Dataset items:
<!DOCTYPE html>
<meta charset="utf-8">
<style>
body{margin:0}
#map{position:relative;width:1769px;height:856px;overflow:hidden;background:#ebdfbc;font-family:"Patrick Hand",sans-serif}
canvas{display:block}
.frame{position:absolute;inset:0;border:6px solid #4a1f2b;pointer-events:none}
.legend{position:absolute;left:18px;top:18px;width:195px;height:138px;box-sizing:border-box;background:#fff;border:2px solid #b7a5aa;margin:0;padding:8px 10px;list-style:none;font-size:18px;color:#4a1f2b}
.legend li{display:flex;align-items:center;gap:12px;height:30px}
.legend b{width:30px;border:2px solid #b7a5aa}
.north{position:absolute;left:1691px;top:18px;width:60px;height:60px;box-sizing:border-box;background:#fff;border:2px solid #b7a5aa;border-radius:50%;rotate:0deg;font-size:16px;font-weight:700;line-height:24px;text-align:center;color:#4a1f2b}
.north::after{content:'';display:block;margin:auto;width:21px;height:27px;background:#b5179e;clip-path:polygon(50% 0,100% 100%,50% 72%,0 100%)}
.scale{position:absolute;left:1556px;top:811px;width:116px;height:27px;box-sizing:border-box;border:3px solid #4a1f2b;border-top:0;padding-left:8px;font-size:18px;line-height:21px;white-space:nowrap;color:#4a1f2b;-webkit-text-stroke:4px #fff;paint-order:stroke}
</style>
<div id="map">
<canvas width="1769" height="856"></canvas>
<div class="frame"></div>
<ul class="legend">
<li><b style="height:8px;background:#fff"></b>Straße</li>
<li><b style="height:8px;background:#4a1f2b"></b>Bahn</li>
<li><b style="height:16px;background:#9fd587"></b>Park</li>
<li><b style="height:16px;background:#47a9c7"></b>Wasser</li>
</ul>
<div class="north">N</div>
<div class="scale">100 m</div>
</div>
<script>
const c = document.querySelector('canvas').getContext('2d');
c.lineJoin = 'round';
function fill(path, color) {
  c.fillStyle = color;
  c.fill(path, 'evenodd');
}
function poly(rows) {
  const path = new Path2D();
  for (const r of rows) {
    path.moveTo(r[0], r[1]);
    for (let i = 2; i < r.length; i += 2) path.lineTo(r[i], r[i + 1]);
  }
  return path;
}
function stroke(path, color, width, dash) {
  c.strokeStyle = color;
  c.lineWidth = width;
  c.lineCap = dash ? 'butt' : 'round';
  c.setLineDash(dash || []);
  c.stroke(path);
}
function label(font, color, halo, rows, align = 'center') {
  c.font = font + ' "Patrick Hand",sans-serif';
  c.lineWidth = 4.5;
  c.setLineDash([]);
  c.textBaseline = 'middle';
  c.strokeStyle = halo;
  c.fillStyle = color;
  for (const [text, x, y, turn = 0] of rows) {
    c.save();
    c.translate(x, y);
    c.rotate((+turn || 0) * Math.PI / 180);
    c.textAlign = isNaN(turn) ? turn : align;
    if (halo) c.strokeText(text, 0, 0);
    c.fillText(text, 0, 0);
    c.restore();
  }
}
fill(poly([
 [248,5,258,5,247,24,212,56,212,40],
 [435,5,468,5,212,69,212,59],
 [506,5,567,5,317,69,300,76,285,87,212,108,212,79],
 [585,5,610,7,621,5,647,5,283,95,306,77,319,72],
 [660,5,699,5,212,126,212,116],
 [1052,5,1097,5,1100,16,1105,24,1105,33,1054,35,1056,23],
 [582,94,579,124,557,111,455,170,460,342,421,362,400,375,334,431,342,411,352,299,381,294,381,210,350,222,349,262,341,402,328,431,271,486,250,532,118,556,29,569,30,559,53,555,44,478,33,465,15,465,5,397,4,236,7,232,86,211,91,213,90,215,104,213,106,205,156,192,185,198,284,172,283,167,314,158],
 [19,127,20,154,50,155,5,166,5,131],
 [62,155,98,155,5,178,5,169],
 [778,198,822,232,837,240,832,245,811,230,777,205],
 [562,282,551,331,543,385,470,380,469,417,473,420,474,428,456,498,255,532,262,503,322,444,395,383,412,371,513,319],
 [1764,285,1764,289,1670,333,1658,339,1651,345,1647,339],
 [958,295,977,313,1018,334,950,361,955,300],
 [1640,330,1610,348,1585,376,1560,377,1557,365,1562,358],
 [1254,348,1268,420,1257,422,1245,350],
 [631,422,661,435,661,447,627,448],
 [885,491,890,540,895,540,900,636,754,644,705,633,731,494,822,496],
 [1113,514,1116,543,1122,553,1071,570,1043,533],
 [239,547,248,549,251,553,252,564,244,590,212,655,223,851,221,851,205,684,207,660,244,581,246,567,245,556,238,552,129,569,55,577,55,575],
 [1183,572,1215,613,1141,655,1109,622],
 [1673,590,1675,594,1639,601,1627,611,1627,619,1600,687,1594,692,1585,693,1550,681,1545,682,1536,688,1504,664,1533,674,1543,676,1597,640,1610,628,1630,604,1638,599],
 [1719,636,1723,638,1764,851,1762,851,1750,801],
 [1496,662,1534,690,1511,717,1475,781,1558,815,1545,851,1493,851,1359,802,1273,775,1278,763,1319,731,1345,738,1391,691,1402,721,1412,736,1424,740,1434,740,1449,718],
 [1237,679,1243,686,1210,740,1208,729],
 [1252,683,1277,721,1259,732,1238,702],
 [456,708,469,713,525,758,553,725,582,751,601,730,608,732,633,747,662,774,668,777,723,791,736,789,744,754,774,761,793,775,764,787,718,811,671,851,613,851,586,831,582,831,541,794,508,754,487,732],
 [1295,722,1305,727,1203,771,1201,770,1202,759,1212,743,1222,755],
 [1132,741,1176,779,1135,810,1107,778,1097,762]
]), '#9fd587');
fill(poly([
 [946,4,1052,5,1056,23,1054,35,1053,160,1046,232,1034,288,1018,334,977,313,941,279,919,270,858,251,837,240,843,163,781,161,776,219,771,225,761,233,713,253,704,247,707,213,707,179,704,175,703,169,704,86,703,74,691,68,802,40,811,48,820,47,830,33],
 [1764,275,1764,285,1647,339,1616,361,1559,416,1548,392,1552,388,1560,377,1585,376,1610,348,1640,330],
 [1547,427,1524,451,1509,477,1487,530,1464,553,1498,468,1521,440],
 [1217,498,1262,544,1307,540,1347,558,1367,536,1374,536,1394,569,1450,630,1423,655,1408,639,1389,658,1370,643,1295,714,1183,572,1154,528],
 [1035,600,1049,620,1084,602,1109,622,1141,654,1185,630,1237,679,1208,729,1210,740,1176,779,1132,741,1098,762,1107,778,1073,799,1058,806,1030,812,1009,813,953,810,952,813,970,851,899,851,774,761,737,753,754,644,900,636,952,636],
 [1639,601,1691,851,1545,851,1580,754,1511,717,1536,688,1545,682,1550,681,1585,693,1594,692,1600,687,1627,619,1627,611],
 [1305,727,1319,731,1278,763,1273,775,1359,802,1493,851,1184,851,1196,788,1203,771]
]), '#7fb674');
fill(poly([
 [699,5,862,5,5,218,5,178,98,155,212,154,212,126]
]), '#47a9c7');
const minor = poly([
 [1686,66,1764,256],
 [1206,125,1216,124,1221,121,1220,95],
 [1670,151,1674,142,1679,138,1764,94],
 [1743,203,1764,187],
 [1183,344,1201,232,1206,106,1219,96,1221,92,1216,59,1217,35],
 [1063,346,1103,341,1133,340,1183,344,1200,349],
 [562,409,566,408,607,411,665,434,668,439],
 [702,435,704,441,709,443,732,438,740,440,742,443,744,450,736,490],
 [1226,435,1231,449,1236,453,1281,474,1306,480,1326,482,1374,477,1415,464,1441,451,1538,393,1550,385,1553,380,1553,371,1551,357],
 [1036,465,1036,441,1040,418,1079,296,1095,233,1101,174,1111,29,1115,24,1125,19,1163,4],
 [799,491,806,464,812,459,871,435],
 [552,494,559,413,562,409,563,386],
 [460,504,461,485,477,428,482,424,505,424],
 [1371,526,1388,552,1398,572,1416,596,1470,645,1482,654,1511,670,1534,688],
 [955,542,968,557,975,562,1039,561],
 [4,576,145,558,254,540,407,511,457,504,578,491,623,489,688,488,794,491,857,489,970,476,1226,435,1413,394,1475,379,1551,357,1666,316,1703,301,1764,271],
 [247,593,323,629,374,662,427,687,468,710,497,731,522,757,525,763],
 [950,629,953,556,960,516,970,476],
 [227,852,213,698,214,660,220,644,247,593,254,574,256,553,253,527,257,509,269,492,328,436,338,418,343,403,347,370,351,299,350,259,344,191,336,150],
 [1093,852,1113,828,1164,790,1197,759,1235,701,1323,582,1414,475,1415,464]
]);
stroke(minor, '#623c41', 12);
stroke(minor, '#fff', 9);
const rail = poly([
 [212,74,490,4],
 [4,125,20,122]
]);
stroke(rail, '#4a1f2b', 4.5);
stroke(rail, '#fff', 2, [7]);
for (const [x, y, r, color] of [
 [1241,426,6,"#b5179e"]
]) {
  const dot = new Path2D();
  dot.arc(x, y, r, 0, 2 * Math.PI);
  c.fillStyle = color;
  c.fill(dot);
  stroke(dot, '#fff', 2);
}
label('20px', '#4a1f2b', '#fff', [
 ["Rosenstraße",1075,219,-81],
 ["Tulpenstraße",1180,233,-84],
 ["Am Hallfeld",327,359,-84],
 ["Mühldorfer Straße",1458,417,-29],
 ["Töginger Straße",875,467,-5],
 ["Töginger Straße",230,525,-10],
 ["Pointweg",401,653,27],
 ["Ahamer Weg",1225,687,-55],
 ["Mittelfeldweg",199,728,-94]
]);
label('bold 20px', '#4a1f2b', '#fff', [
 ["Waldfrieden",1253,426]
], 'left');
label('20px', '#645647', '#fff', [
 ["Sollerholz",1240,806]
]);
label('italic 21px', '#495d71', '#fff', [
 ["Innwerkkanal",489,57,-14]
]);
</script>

◆ Exercise objective
Go through the records and gather the lines that hold "rows".

◆ Response to the exercise
function poly(rows) {
  for (const r of rows) {
function label(font, color, halo, rows, align = 'center') {
  for (const [text, x, y, turn = 0] of rows) {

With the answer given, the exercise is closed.